Etwas mehr als ein Jahr später verhaften die Behörden den Nachbarn der Familie, Andreas Darsow. Ein Alibi hat er nicht: Er ist zur Tatzeit allein daheim, seine Frau und seine Kinder sind mehrere Tage bei Verwandten zu Besuch.
Aber was soll sein Motiv sein? Laut Ermittlungen und Anklage ermordet er die drei Menschen wegen jahrelanger Lärmbelästigung: Die Reihenhäuser der beiden Familien liegen direkt nebeneinander. Die T.s haben offenbar Probleme, auch wegen Geld: Das Immobiliengeschäft läuft nicht. Vor allem nachts soll es immer wieder zu Geschrei, Türknallen und Poltern gekommen sein. Zudem geben Mutter und Tochter laut Anklage oft "fast tierische Laute" von sich. Über den Krach sollen die Nachbar:innen erbittert gestritten haben.

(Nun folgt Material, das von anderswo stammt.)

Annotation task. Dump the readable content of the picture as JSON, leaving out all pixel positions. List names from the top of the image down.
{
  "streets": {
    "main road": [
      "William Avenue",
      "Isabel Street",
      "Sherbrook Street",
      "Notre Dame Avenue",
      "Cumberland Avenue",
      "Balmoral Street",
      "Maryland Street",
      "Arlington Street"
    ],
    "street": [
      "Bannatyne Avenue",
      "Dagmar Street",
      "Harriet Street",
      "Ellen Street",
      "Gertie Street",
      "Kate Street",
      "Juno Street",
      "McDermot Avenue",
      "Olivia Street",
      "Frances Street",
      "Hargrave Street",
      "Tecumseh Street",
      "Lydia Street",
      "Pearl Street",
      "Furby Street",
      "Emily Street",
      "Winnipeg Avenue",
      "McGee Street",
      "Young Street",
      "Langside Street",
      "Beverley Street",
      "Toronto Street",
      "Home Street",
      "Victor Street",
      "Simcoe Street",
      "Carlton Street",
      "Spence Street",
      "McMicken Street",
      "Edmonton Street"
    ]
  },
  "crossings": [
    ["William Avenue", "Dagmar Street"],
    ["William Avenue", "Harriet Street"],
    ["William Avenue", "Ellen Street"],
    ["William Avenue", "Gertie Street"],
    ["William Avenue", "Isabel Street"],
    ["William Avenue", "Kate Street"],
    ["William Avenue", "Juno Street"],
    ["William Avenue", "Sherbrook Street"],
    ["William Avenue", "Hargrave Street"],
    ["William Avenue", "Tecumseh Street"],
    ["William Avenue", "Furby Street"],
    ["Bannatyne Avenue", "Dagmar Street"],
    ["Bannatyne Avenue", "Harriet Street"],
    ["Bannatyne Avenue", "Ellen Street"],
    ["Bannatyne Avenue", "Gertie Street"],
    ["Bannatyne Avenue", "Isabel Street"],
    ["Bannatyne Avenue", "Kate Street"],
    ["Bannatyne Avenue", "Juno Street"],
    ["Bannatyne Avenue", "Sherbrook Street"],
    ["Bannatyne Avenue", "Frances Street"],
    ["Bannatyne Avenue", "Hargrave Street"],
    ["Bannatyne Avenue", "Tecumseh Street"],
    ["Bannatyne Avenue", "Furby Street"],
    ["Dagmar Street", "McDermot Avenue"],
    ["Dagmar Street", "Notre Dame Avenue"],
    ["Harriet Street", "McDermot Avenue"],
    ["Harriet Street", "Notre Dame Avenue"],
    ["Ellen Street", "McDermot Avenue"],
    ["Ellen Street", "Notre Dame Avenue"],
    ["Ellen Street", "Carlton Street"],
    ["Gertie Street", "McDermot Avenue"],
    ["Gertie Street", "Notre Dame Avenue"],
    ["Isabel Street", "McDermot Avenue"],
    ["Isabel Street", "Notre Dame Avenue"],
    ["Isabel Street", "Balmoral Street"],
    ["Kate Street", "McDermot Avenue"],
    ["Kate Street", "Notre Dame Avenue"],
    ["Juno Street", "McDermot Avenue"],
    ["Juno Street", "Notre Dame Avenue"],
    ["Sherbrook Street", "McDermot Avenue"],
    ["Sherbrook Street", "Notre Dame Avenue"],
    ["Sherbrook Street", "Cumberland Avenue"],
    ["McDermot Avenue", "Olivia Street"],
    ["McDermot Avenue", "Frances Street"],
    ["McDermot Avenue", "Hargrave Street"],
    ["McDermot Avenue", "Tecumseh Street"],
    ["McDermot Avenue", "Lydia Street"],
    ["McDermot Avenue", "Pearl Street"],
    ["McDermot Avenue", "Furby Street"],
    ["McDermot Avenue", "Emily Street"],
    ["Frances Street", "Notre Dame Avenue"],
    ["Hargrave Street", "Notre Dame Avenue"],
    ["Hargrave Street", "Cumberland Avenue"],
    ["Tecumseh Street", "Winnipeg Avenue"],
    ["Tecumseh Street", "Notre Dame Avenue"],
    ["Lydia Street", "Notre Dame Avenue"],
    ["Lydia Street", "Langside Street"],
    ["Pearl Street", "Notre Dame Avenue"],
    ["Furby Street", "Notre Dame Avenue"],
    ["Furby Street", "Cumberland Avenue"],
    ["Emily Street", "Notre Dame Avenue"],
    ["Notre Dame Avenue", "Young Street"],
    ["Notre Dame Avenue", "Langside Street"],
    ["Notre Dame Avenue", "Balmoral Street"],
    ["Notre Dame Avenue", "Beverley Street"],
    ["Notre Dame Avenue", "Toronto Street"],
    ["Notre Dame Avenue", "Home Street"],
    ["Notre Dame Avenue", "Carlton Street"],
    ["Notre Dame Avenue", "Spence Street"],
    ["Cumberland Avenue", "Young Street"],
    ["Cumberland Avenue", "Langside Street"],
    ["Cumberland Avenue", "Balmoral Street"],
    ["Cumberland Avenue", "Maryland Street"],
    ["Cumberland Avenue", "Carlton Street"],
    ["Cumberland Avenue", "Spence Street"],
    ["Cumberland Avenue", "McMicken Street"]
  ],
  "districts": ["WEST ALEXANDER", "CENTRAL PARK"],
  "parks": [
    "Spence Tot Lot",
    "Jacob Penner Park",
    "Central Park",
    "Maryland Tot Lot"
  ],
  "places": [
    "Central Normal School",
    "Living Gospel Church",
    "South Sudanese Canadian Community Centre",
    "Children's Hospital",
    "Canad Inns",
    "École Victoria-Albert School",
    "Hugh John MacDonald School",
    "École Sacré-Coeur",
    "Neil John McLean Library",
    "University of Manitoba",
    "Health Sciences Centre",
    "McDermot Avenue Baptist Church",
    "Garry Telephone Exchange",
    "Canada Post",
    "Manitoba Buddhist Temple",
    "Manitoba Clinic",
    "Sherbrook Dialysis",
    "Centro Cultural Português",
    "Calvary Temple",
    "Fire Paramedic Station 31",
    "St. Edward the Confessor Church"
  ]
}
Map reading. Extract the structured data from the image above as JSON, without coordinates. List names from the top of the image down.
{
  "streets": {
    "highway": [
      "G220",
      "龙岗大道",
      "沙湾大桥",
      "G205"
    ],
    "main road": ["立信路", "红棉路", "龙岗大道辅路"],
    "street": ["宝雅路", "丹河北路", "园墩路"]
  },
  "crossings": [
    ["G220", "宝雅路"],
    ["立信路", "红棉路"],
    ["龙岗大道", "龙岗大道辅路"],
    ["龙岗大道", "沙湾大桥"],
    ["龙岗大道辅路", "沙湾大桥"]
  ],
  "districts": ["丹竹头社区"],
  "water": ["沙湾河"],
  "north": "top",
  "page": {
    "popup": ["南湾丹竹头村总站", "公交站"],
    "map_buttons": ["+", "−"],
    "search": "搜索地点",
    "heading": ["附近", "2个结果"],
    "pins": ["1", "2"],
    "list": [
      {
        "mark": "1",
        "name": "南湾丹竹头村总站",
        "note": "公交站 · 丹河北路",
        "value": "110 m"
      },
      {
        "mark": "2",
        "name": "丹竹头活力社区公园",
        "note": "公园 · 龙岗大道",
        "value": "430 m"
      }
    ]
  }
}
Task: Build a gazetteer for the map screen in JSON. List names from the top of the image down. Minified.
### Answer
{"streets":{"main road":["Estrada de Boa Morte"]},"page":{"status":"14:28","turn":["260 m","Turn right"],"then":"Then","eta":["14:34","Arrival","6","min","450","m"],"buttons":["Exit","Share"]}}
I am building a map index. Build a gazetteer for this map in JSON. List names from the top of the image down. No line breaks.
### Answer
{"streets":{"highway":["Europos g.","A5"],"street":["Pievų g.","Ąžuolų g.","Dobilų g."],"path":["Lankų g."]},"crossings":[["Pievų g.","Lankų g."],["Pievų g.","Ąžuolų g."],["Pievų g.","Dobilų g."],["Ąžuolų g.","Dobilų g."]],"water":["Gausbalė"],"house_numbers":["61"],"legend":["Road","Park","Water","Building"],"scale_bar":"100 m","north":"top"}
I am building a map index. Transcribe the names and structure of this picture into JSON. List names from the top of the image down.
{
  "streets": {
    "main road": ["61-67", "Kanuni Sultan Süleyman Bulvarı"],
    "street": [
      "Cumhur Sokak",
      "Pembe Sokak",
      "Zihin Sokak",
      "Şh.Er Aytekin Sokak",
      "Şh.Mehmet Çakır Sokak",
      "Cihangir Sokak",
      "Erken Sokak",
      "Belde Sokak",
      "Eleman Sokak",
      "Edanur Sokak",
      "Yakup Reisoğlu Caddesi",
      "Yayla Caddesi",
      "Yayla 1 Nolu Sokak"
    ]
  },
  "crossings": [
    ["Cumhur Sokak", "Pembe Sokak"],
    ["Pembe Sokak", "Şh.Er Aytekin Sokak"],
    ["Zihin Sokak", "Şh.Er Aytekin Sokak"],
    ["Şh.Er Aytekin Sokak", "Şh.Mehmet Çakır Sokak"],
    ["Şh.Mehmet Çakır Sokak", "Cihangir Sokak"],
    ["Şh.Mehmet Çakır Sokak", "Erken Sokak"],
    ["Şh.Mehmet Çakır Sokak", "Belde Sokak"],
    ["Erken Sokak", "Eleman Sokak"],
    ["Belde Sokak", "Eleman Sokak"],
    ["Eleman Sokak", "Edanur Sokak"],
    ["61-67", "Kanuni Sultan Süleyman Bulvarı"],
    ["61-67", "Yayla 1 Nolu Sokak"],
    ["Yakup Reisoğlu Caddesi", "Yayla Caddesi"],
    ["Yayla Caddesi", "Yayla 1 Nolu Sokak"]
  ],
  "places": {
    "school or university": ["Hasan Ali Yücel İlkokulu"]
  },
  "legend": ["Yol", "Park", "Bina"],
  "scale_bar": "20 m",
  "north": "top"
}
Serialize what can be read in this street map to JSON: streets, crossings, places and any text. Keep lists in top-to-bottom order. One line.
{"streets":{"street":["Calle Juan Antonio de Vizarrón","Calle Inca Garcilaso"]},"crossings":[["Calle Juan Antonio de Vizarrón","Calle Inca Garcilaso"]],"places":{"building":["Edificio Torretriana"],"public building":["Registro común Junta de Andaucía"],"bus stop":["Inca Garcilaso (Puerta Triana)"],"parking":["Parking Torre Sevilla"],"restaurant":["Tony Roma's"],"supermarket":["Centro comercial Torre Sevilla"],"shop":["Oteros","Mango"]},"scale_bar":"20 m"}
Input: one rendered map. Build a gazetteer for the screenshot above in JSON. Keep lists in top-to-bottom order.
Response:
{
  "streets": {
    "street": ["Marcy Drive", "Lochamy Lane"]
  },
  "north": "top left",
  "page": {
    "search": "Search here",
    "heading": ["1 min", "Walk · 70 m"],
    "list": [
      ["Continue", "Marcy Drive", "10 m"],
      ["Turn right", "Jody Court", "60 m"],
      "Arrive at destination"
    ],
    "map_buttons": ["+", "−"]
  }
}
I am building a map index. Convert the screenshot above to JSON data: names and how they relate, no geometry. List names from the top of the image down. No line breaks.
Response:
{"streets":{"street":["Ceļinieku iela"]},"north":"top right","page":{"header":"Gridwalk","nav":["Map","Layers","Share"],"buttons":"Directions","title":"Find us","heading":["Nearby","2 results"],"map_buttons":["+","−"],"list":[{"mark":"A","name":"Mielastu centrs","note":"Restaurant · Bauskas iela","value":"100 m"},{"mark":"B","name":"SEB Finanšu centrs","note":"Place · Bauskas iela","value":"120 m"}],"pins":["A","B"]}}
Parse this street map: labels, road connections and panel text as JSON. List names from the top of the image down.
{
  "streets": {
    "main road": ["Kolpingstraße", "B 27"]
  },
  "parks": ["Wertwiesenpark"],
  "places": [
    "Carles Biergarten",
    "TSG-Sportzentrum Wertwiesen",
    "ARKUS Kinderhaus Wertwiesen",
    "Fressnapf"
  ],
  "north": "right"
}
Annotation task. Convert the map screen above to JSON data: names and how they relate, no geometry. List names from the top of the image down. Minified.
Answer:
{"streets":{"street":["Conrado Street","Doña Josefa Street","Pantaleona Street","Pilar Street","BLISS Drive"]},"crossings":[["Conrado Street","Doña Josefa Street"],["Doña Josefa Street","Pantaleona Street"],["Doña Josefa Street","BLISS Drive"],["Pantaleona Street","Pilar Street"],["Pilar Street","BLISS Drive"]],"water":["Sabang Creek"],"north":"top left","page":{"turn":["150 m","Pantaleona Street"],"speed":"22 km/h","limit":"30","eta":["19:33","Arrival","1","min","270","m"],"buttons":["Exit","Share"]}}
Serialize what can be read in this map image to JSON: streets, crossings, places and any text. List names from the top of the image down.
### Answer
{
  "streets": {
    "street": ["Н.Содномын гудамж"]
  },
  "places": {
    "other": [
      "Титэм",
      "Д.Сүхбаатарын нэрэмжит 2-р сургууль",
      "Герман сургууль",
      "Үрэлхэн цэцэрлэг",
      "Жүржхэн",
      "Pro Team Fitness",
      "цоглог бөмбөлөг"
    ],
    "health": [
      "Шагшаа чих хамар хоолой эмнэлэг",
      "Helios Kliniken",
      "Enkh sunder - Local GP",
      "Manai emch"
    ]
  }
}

Die Polizei präsentiert Indizien: Wenige Wochen vor der Tat soll der Verdächtige von seinem Arbeitscomputer aus eine Webseite aufgerufen haben, die den Bau eines Schalldämpfers mit Bauschaum erklärt. Ein Kollege beobachtet ihn, wie er vor seinem Rechner etwas montiert.
Die Ermittler:innen stellen das Haus der Darsows auf den Kopf und finden Schmauchspuren unter anderem an einer alten Bundeswehrhose. Keller und Garage sind blitzsauber und wurden offenbar akribisch gereinigt. Zudem schaute sich das Ehepaar vor dem Mord mehrfach Häuser an und erzählte dabei, dass es wegen des Lärms der Nachbar:innen umziehen wolle.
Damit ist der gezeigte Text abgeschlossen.